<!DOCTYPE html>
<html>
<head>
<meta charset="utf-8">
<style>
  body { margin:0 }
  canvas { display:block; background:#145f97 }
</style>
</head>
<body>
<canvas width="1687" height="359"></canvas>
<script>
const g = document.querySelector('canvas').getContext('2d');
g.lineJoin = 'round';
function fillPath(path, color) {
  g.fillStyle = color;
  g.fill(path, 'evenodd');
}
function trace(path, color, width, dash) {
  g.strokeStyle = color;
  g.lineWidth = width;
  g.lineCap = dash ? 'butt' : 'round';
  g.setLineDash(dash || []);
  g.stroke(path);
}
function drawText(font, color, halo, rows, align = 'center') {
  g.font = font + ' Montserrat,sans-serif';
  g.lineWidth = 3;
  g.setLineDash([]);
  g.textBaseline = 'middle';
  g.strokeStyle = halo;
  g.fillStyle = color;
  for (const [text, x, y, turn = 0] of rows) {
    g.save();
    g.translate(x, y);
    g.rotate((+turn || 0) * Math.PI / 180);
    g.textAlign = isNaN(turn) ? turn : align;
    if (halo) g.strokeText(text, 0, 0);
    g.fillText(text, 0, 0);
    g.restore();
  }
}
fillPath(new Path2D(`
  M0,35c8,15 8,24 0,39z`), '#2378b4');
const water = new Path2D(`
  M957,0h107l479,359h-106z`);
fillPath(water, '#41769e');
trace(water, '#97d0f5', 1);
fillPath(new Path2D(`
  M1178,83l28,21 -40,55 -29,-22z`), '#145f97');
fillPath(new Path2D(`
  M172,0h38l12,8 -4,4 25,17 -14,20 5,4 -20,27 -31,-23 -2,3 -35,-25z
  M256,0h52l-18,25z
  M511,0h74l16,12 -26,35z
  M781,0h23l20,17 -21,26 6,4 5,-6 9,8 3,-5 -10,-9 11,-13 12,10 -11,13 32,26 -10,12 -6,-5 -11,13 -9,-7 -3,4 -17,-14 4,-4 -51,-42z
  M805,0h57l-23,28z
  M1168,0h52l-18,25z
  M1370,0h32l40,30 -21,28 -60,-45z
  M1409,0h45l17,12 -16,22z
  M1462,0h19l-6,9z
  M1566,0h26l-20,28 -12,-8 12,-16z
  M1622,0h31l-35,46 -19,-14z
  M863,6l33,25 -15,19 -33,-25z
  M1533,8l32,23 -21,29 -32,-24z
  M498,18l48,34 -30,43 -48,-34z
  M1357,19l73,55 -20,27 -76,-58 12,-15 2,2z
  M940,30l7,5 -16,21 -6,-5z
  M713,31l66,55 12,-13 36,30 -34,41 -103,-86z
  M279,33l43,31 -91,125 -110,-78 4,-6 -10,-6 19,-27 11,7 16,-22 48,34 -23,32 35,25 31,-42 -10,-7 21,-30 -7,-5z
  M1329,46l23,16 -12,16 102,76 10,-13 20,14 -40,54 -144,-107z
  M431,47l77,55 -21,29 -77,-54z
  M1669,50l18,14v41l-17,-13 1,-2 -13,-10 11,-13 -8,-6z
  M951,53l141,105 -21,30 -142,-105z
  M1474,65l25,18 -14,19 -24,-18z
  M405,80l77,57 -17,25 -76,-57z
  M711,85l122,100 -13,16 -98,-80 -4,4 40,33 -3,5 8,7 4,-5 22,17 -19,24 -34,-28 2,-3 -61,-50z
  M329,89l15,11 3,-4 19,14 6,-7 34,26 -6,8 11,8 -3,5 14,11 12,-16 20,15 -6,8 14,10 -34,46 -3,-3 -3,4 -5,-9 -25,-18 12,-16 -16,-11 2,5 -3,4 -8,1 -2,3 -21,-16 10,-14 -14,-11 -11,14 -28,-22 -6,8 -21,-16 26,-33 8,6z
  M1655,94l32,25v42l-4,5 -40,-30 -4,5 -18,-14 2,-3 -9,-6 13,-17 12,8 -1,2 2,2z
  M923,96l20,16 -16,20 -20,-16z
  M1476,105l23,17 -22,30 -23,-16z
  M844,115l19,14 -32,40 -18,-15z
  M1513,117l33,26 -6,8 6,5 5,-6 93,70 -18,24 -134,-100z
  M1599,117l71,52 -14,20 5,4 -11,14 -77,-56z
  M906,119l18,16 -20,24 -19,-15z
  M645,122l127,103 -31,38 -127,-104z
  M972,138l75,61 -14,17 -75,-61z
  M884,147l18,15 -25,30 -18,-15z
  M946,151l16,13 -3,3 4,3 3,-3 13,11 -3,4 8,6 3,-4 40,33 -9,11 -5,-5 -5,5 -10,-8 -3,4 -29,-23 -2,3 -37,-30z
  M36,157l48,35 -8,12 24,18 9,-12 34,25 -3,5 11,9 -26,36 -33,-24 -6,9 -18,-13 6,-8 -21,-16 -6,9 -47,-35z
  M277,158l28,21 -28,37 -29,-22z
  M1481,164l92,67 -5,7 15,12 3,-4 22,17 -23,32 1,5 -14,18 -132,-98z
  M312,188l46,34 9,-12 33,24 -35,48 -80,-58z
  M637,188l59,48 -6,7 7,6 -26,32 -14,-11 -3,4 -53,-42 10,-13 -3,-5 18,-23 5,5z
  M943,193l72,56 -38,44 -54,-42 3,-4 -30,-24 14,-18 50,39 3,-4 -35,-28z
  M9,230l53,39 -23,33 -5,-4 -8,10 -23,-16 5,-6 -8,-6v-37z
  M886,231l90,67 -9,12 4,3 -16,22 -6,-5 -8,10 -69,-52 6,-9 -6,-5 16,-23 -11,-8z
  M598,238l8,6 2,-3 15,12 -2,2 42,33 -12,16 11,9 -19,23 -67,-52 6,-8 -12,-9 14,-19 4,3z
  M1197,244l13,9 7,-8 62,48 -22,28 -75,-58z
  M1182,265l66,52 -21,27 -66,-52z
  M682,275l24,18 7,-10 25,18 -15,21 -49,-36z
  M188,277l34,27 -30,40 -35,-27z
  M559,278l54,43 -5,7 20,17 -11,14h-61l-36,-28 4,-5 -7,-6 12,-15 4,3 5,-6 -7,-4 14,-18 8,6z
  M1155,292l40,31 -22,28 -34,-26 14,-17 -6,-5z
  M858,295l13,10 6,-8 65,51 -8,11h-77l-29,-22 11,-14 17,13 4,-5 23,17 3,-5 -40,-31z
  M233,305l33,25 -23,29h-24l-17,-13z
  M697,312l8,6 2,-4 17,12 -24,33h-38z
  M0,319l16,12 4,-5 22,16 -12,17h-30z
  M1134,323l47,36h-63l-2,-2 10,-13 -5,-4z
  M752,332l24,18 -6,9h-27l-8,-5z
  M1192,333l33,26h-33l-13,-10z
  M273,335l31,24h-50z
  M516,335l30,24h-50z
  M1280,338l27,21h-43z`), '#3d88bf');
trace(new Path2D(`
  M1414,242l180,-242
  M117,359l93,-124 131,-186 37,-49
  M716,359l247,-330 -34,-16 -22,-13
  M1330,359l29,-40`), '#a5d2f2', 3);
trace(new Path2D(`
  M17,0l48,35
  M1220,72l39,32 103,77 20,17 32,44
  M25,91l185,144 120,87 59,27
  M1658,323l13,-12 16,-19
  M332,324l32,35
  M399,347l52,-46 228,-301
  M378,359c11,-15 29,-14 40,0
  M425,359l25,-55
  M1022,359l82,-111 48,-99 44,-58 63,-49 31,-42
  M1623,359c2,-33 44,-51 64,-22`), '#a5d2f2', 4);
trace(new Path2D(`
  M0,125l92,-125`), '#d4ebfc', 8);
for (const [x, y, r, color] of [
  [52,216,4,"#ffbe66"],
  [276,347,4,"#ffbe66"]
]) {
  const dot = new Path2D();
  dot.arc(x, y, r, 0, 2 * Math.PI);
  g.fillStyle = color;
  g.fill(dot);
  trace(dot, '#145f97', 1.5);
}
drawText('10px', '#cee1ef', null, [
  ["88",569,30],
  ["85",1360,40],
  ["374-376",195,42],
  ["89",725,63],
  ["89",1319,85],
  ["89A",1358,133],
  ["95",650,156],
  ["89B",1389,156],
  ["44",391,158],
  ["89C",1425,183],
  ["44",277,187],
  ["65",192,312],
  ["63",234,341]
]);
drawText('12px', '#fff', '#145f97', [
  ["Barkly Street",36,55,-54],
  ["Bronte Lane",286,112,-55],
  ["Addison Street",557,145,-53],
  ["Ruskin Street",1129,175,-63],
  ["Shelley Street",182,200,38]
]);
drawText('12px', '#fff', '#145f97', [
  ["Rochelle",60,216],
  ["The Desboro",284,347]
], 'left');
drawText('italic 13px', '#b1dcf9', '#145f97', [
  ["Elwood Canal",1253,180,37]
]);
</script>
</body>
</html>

+-------+

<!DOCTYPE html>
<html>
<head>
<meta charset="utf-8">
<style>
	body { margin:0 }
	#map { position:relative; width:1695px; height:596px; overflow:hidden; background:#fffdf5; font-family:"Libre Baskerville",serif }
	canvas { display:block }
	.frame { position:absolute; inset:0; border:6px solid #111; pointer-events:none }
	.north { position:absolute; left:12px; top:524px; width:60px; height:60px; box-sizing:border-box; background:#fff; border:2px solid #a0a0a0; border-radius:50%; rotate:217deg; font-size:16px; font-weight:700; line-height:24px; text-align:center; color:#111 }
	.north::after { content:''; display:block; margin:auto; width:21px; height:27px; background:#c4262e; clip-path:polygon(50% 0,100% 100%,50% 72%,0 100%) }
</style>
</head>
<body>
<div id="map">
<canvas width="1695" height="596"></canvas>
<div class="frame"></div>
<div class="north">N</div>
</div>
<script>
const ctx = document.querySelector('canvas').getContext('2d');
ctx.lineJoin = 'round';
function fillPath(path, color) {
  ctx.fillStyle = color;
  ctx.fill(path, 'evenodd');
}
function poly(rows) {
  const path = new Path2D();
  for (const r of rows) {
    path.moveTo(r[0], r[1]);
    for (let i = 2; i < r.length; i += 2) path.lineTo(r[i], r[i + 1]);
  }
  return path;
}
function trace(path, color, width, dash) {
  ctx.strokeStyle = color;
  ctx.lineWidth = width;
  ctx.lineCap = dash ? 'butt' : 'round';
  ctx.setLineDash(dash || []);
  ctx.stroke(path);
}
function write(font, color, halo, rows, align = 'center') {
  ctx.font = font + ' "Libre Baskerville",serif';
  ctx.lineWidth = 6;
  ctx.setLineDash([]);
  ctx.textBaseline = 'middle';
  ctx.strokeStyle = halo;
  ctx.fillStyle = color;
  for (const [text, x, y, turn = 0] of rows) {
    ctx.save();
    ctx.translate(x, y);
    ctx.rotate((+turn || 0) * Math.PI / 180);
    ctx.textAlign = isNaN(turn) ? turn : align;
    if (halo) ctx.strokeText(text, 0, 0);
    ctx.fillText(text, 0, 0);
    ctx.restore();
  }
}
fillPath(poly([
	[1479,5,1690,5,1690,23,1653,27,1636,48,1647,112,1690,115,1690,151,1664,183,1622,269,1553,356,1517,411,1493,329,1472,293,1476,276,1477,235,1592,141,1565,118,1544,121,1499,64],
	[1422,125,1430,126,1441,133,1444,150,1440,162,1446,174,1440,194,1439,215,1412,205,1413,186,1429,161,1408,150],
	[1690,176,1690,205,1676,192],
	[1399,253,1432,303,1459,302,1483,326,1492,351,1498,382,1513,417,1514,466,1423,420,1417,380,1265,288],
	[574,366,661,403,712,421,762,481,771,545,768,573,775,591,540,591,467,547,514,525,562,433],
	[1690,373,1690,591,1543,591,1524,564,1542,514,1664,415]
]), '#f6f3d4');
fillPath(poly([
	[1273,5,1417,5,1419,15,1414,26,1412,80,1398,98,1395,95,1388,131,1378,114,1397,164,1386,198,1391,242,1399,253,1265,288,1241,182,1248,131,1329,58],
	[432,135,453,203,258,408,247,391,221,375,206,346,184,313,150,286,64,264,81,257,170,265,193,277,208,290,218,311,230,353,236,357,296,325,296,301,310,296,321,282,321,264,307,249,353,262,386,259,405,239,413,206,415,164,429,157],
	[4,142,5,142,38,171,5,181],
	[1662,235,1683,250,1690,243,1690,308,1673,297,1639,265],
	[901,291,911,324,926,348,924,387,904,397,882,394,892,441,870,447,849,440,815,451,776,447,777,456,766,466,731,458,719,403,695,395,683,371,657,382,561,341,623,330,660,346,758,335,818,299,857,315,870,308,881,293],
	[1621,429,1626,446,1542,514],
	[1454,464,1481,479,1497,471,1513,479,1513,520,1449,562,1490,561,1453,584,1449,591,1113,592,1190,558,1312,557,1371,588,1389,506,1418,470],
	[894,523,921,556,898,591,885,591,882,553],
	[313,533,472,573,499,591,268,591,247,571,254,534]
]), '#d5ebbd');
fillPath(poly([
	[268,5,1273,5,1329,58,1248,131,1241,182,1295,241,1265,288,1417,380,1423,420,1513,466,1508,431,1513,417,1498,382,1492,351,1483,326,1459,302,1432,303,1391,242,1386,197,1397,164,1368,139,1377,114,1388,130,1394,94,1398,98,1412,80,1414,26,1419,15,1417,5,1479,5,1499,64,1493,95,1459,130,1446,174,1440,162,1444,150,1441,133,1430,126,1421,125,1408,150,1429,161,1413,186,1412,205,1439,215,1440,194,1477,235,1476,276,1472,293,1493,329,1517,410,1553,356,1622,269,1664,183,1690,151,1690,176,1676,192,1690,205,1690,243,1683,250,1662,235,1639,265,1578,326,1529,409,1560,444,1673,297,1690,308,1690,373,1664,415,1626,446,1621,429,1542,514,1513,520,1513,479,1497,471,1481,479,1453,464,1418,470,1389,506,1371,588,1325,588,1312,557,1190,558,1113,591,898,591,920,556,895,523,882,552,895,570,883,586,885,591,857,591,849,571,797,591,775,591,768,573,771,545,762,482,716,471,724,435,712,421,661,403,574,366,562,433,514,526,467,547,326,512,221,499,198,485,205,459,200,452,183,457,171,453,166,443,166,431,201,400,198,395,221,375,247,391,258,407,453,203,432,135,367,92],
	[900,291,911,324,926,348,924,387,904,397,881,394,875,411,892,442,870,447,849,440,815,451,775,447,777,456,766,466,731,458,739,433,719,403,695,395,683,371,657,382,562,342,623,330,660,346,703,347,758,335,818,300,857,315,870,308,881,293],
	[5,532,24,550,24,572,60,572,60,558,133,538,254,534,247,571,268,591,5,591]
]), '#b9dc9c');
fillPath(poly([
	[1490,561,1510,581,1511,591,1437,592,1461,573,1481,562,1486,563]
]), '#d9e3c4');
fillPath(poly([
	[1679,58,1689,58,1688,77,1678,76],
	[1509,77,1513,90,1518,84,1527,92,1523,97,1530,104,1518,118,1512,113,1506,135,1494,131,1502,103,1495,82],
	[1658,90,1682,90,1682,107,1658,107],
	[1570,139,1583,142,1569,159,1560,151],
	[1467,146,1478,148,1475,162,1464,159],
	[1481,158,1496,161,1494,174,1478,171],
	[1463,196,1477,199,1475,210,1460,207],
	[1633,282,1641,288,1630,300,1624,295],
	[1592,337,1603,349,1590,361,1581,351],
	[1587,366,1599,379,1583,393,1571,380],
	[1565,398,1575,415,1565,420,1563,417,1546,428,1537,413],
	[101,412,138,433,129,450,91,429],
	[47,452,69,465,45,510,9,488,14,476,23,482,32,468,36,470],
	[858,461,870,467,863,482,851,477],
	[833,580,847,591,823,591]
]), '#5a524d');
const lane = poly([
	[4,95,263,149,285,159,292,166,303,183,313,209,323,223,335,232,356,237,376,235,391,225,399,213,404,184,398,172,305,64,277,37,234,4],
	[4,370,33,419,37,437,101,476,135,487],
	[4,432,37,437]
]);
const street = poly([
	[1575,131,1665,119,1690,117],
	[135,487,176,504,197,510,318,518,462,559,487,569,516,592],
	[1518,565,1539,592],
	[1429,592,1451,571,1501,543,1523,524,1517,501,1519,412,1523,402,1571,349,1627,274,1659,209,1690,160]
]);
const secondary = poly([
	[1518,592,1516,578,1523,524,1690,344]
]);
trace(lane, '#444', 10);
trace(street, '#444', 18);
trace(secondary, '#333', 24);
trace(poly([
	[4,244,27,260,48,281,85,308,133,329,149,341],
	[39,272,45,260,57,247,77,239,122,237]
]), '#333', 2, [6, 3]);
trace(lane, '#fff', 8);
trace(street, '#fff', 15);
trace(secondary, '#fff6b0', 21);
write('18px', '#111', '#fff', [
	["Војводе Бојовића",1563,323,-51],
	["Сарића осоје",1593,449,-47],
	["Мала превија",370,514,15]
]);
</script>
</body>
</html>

+-------+

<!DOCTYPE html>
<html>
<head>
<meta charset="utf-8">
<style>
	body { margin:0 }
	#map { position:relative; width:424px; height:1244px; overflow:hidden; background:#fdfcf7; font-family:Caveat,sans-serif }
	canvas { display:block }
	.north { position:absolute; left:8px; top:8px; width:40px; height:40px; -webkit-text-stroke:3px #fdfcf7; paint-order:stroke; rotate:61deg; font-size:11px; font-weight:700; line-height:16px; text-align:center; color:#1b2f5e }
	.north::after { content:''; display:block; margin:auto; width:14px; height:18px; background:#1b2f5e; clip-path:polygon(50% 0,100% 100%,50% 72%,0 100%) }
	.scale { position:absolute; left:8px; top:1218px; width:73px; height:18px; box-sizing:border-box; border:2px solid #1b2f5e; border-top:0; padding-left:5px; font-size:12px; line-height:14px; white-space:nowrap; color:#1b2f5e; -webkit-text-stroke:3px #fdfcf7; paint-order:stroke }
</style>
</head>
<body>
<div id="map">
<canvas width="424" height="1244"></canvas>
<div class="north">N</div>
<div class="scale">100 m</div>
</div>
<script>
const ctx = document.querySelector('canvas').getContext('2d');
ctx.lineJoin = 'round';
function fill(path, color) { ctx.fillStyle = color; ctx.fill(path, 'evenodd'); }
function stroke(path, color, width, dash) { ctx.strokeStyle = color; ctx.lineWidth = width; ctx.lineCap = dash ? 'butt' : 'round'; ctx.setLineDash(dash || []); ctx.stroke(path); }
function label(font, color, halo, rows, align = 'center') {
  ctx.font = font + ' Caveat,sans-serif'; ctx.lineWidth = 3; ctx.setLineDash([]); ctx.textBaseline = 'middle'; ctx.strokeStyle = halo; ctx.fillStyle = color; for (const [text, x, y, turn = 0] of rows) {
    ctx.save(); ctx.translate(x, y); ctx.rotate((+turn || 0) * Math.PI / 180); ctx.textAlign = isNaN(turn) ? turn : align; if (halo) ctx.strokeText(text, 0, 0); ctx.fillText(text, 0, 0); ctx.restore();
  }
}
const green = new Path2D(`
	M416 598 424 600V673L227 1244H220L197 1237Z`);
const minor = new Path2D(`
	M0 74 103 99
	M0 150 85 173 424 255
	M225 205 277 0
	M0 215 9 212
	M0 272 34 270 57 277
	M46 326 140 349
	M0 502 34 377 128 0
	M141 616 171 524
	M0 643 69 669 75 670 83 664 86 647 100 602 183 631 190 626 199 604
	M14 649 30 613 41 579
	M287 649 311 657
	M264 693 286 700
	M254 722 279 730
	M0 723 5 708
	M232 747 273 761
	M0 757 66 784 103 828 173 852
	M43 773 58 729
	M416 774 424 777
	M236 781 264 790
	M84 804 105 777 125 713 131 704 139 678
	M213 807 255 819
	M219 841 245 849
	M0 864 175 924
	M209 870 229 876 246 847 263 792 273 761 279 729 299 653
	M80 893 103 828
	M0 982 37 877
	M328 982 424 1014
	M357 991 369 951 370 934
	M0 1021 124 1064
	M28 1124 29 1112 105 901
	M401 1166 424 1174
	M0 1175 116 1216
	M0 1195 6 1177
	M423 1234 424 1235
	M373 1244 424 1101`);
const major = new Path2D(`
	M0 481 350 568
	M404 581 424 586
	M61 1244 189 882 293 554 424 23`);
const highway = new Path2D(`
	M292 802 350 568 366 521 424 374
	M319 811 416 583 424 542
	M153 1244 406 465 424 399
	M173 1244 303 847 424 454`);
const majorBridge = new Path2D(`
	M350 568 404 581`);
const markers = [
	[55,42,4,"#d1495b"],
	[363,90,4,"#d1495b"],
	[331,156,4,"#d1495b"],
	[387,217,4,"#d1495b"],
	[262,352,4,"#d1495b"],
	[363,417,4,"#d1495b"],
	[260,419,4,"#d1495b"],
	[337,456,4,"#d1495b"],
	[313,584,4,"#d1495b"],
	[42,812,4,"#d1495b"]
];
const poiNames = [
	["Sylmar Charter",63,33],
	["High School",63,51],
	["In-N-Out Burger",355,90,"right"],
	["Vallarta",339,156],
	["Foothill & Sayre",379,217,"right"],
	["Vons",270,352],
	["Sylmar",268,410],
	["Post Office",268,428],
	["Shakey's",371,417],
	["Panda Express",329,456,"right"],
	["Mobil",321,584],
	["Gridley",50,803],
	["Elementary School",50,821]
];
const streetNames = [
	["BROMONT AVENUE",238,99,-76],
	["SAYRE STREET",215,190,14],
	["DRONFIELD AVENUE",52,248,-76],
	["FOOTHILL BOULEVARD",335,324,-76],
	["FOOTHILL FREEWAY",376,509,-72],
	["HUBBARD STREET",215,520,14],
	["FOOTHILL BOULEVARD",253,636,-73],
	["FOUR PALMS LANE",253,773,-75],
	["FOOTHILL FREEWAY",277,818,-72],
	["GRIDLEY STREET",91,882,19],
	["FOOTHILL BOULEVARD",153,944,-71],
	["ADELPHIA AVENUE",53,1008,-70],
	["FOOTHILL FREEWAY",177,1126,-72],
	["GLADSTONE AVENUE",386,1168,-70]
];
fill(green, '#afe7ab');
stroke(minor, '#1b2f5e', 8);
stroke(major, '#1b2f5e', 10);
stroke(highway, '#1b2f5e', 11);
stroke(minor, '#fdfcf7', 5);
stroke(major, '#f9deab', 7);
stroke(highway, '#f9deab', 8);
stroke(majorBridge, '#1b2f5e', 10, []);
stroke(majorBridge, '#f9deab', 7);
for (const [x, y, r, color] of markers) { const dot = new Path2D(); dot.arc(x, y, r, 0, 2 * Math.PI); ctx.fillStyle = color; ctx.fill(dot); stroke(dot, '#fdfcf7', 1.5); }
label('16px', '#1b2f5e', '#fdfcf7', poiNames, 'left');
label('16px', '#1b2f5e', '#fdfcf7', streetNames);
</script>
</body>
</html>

+-------+

• [TASK BRIEF]:
Copy every line of the listing where the word "strokeStyle" appears.

• [TASK SOLUTION]:
  g.strokeStyle = color;
  g.strokeStyle = halo;
  ctx.strokeStyle = color;
  ctx.strokeStyle = halo;
function stroke(path, color, width, dash) { ctx.strokeStyle = color; ctx.lineWidth = width; ctx.lineCap = dash ? 'butt' : 'round'; ctx.setLineDash(dash || []); ctx.stroke(path); }
  ctx.font = font + ' Caveat,sans-serif'; ctx.lineWidth = 3; ctx.setLineDash([]); ctx.textBaseline = 'middle'; ctx.strokeStyle = halo; ctx.fillStyle = color; for (const [text, x, y, turn = 0] of rows) {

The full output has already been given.